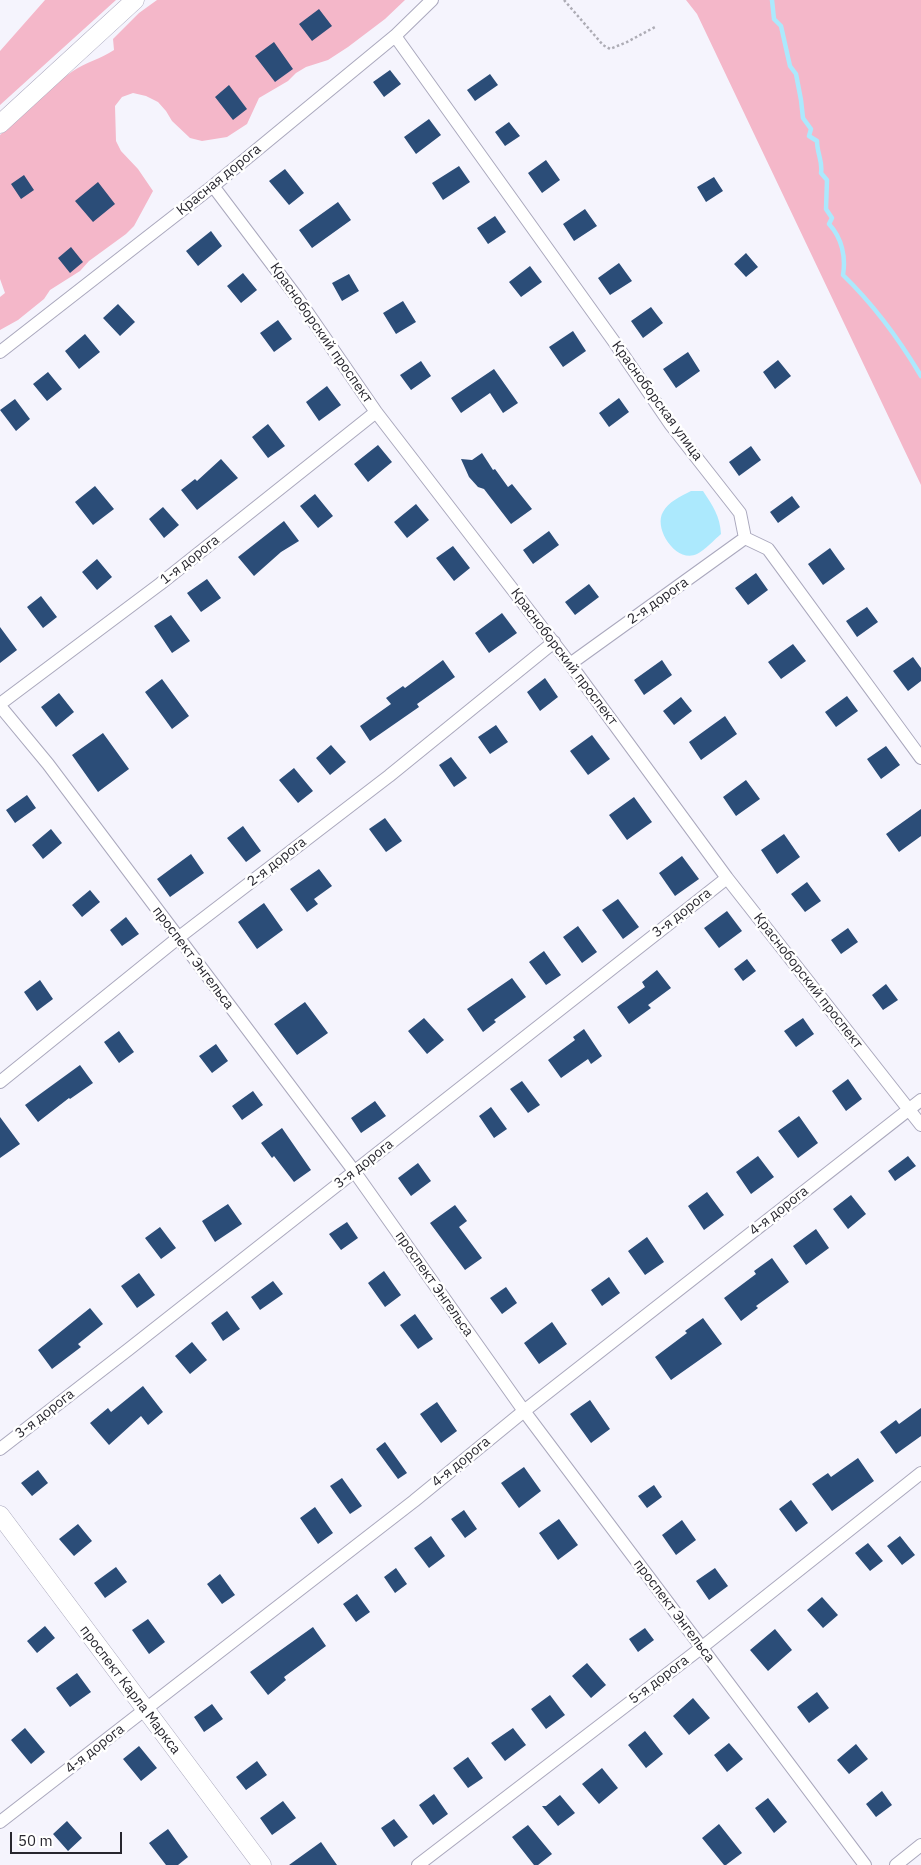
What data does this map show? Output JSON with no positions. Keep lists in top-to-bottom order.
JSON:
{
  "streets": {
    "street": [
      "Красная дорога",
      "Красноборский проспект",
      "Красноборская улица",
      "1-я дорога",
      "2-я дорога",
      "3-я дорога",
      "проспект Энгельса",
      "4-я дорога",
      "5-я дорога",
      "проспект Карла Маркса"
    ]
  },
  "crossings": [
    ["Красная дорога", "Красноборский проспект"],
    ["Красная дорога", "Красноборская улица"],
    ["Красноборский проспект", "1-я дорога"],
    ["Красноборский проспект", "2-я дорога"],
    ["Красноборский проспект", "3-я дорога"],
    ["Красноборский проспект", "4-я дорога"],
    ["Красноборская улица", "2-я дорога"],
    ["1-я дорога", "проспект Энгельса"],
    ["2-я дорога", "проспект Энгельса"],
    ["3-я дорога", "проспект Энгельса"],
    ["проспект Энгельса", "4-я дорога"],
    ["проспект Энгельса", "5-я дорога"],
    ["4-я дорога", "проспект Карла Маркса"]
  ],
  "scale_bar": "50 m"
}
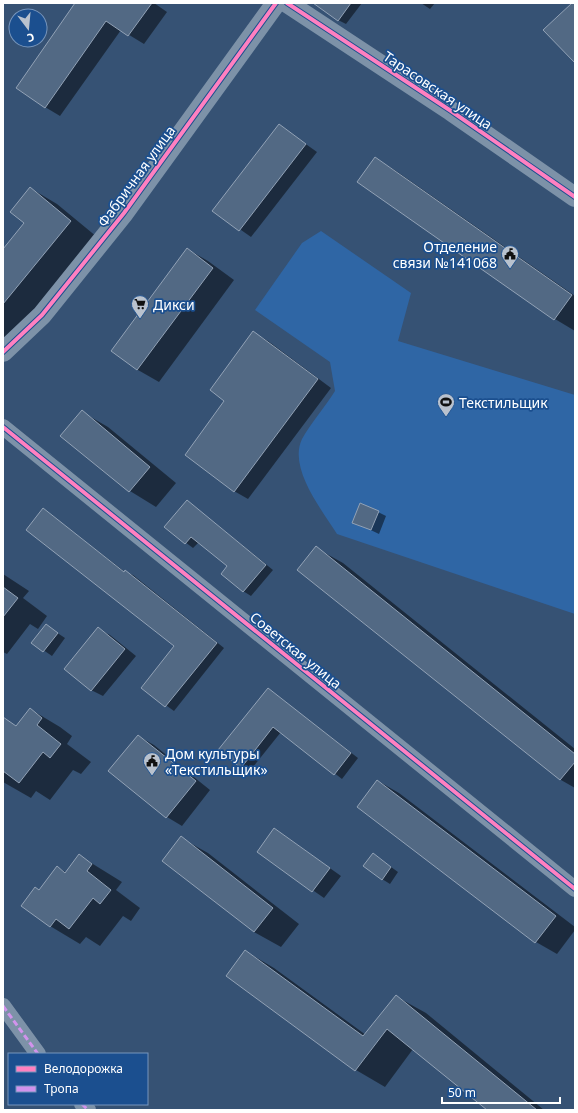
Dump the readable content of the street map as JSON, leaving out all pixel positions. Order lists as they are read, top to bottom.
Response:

⁂

Directions for this task: Could you output the full set of entries exactly, skipping every picture?

Solution:
What data does this map show? Output JSON with no positions. Keep lists in top-to-bottom order.
JSON:
{
  "streets": {
    "street": [
      "Красная дорога",
      "Красноборский проспект",
      "Красноборская улица",
      "1-я дорога",
      "2-я дорога",
      "3-я дорога",
      "проспект Энгельса",
      "4-я дорога",
      "5-я дорога",
      "проспект Карла Маркса"
    ]
  },
  "crossings": [
    ["Красная дорога", "Красноборский проспект"],
    ["Красная дорога", "Красноборская улица"],
    ["Красноборский проспект", "1-я дорога"],
    ["Красноборский проспект", "2-я дорога"],
    ["Красноборский проспект", "3-я дорога"],
    ["Красноборский проспект", "4-я дорога"],
    ["Красноборская улица", "2-я дорога"],
    ["1-я дорога", "проспект Энгельса"],
    ["2-я дорога", "проспект Энгельса"],
    ["3-я дорога", "проспект Энгельса"],
    ["проспект Энгельса", "4-я дорога"],
    ["проспект Энгельса", "5-я дорога"],
    ["4-я дорога", "проспект Карла Маркса"]
  ],
  "scale_bar": "50 m"
}
Dump the readable content of the street map as JSON, leaving out all pixel positions. Order lists as they are read, top to bottom.
Response:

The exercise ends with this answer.